I bet that you know all the Italian gestures. Well, at least the most famous ones, right? Italians are famous for waving their hands when they talk. It’s part of their communication style and a surely interesting thing to learn. But did you know that there are gestures that can help you learn Italian too?
That’s right. Gestures are powerful. Whether you use them to speak more “like an Italian” or to help yourself learn Italian, they can be a great source of support.
In this article, I would like to tell you more about the nature of the Italian gestures and also about other types of gestures that can come to your rescue when you’re trying to learn Italian.
The Internet is full of memes about Italian gestures. Especially about the worldwide famous Italian hand. But gestures in Italian are an important part of the communication style.
Some gestures reinforce what people say. In that case, they go together with words. An example could be moving one hand backward when talking about past events, or forward when talking about future events.
Other gestures, on the other hand, have a specific meaning and replace words or entire sentences. An example of this is the so-called “Italian hand” that I talked about before. This gesture can be used without words and it means either “cosa vuoi?” (what do you want?) or “cosa stai dicendo?” (what are you talking about?”).
Another famous gesture with a clear specific meaning is the one representing the devil’s horns. This one can mean a couple of things: people use it to either keep bad luck away or to insult someone else.
Gestures to learn Italian
Gestures, in general, are so much more than a crucial part of the Italian communication style. They can also come in handy when you’re trying to learn Italian. In particular, they can be a great helper when you want to:
- learn and remember new words
- learn new sounds
- understand what someone is saying
Let’s find out more about them and let’s see how to use them to help you when you’re in the challenging process of learning Italian.
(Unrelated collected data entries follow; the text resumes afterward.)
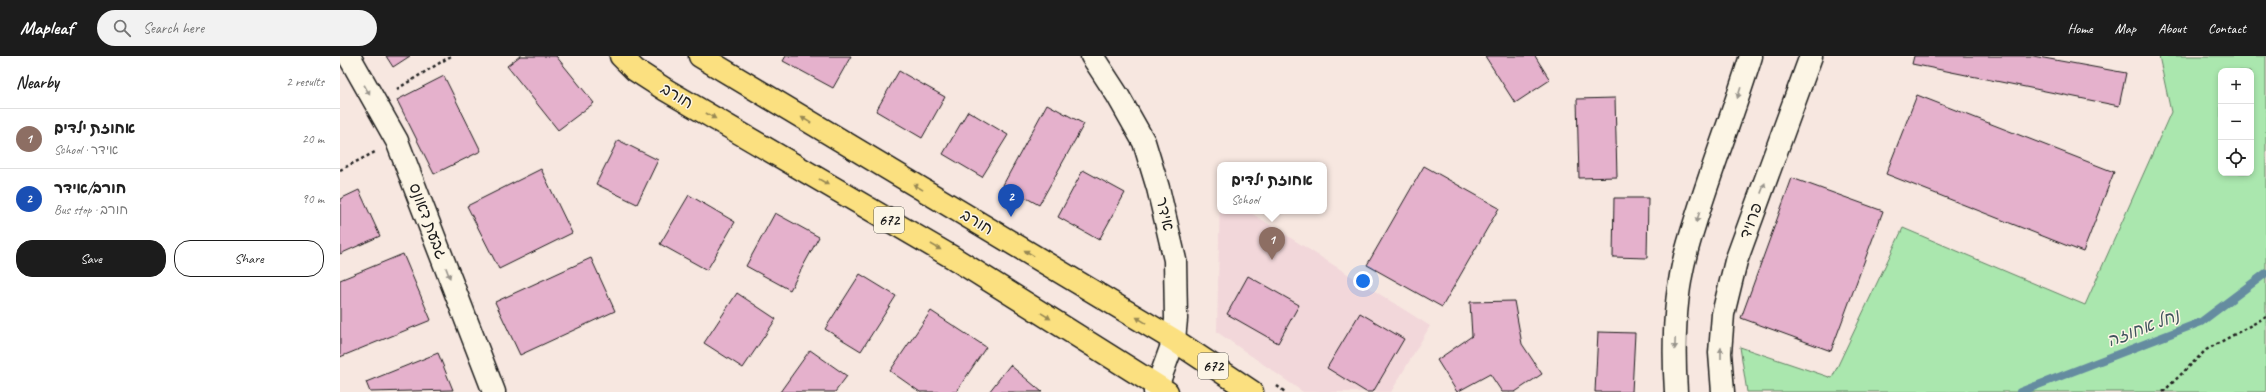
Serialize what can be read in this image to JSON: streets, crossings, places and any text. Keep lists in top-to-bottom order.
{
  "streets": {
    "main road": ["חורב", "672"],
    "street": ["אידר", "גבעת דאונס", "פרויד"]
  },
  "crossings": [
    ["חורב", "אידר"]
  ],
  "one_way": ["גבעת דאונס"],
  "water": ["נחל אחוזה"],
  "page": {
    "header": "Mapleaf",
    "search": "Search here",
    "nav": [
      "Home",
      "Map",
      "About",
      "Contact"
    ],
    "heading": ["Nearby", "2 results"],
    "map_buttons": ["+", "−"],
    "list": [
      {
        "mark": "1",
        "name": "אחוזת ילדים",
        "note": "School · אידר",
        "value": "20 m"
      },
      {
        "mark": "2",
        "name": "חורב/אידר",
        "note": "Bus stop · חורב",
        "value": "90 m"
      }
    ],
    "popup": ["אחוזת ילדים", "School"],
    "pins": ["2", "1"],
    "buttons": ["Save", "Share"]
  }
}
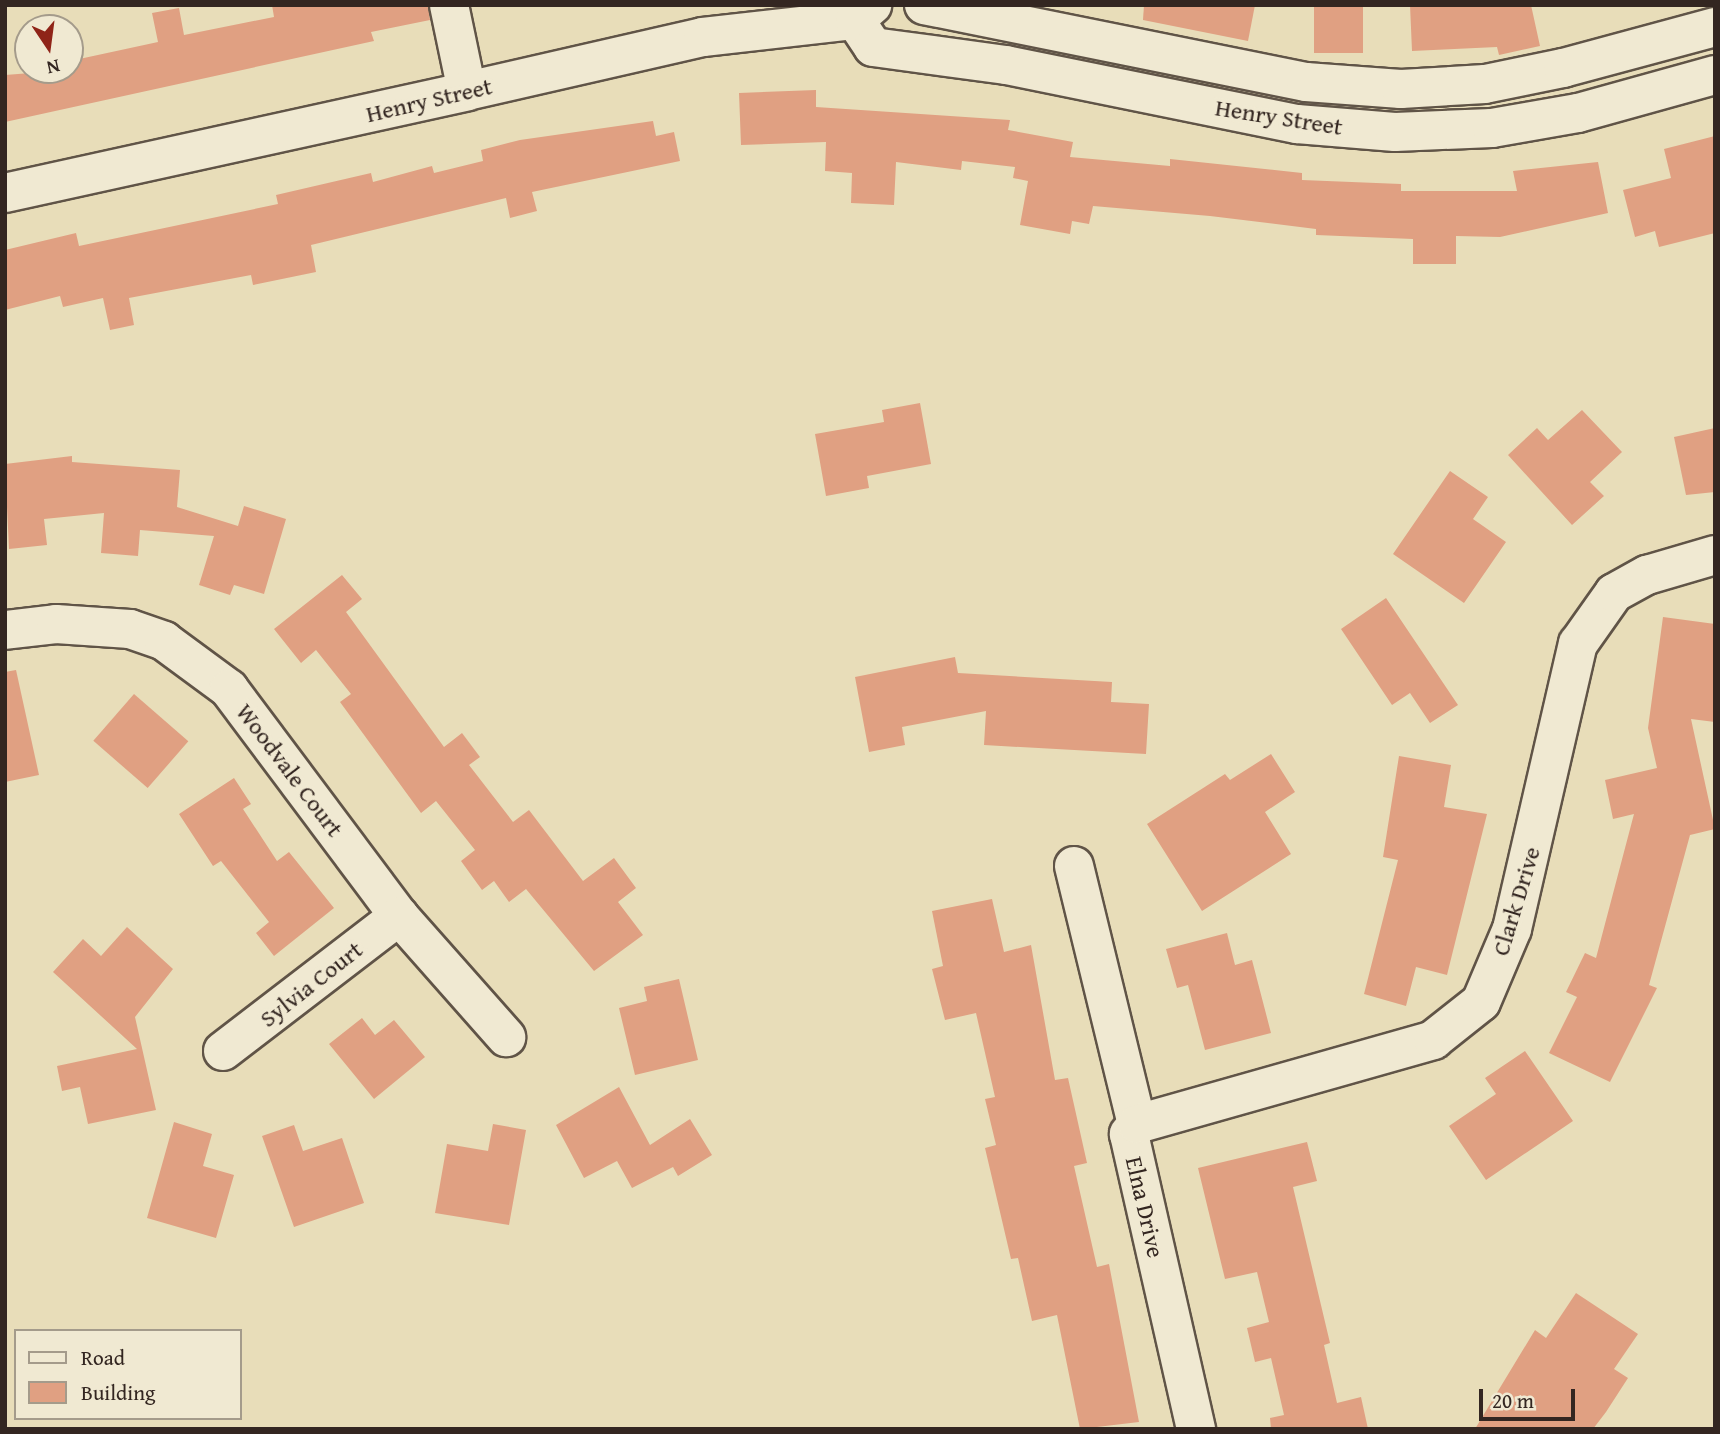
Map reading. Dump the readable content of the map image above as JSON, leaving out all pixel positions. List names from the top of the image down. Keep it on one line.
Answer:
{"streets":{"street":["Henry Street","Woodvale Court","Clark Drive","Sylvia Court","Elna Drive"]},"crossings":[["Woodvale Court","Sylvia Court"],["Clark Drive","Elna Drive"]],"legend":["Road","Building"],"scale_bar":"20 m","north":"bottom"}
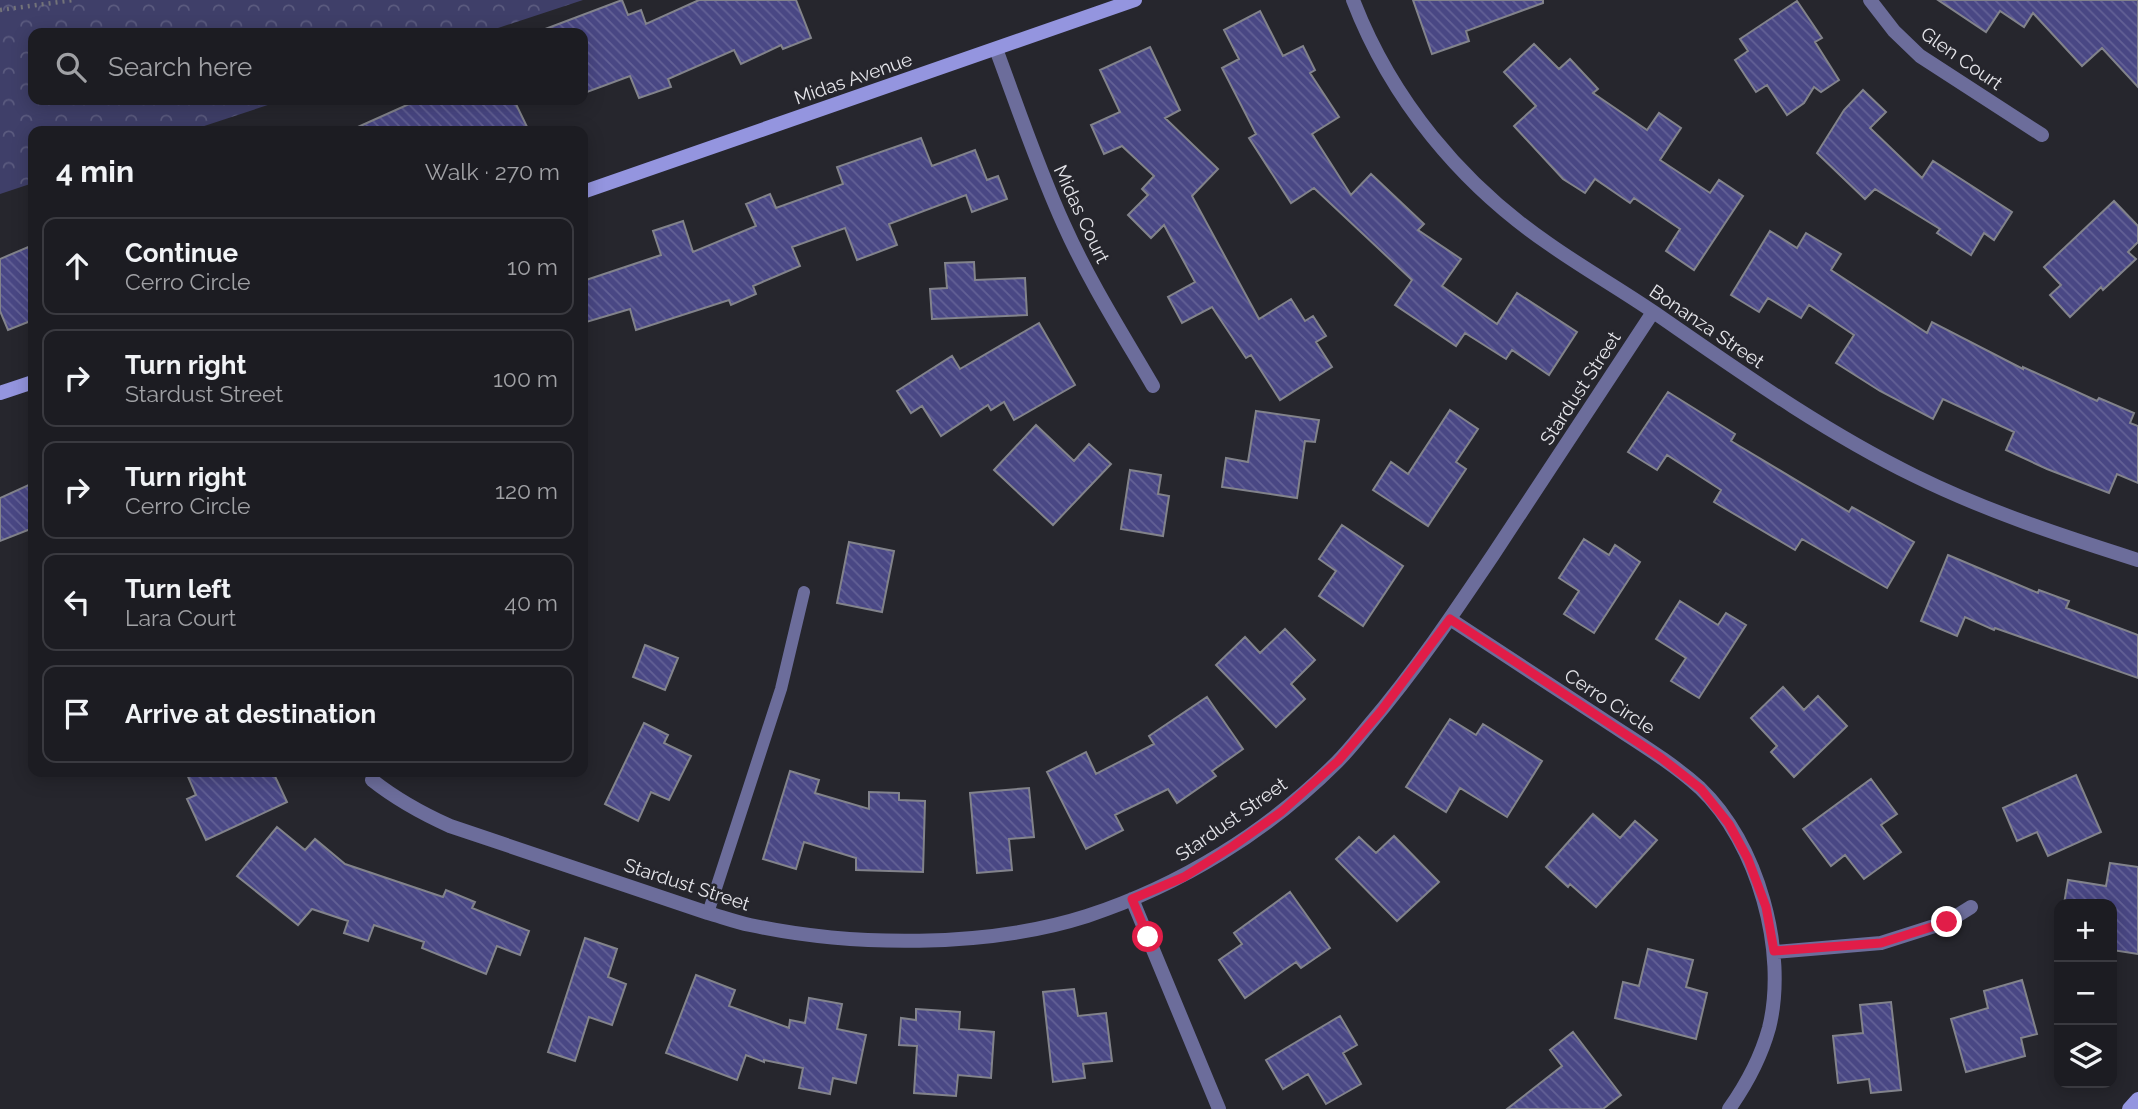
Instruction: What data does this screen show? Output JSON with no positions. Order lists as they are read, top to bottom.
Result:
{
  "streets": {
    "street": [
      "Glen Court",
      "Midas Avenue",
      "Midas Court",
      "Bonanza Street",
      "Stardust Street",
      "Cerro Circle"
    ]
  },
  "crossings": [
    ["Midas Avenue", "Midas Court"],
    ["Bonanza Street", "Stardust Street"],
    ["Stardust Street", "Cerro Circle"]
  ],
  "page": {
    "search": "Search here",
    "heading": ["4 min", "Walk · 270 m"],
    "list": [
      ["Continue", "Cerro Circle", "10 m"],
      ["Turn right", "Stardust Street", "100 m"],
      ["Turn right", "Cerro Circle", "120 m"],
      ["Turn left", "Lara Court", "40 m"],
      "Arrive at destination"
    ],
    "map_buttons": ["+", "−"]
  }
}
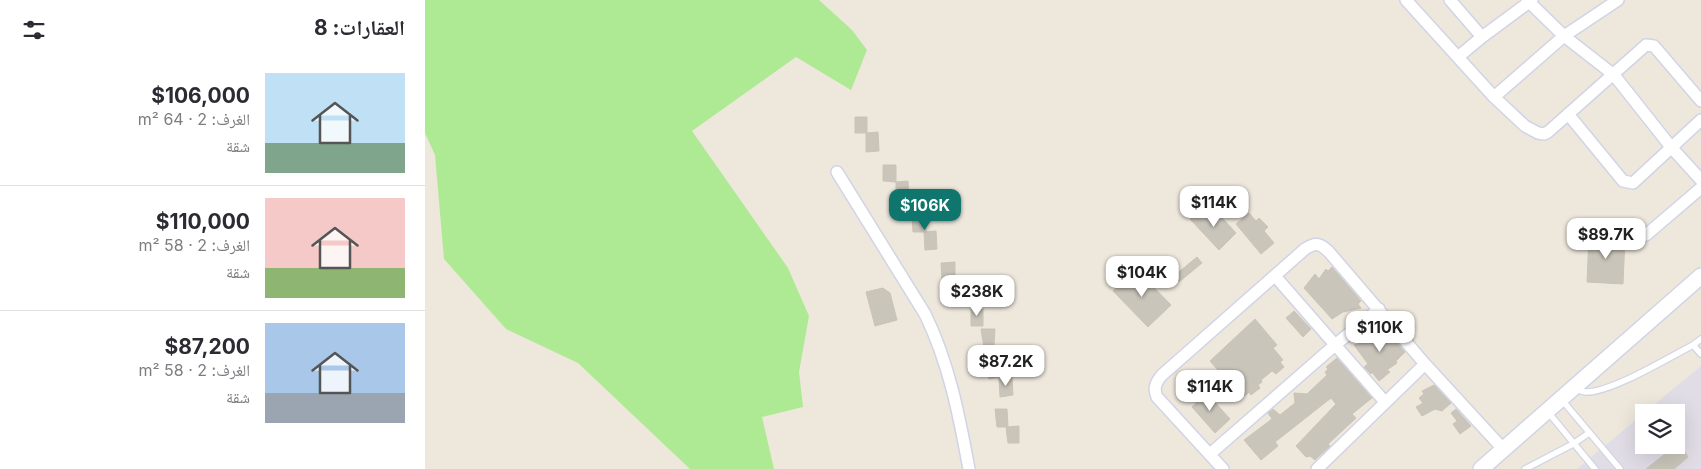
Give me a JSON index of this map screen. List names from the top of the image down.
{
  "page": {
    "heading": "العقارات: 8",
    "list": [
      {
        "name": "$106,000",
        "note": "الغرف: 2 · 64 m² · شقة"
      },
      {
        "name": "$110,000",
        "note": "الغرف: 2 · 58 m² · شقة"
      },
      {
        "name": "$87,200",
        "note": "الغرف: 2 · 58 m² · شقة"
      }
    ],
    "price": [
      "$114K",
      "$106K",
      "$89.7K",
      "$104K",
      "$238K",
      "$110K",
      "$87.2K",
      "$114K"
    ]
  }
}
Gestures can help you learn new words. If you’re learning Italian with a teacher and they present you some new words while making a meaningful gesture, this can help you remember your new words and their meaning too. Because they help you build a stronger connection between these words and their meanings.
Make sure these gestures are meaningful to you. They can either be conventional (like the famous thumb up to say “bene” (“good”) or even made up. This means that you can even link a non-conventional gesture to a new word that you’re learning. In either case, just remember that they have to be meaningful if you want them to help you learn deeply.
Gestures can also help you learn Italian sounds and recognize them when you hear them. Now, this may come as a surprise to you. It did for me, at least. But learning a new sound while clapping your hands helps you recognize this sound even four weeks after you’ve learned it.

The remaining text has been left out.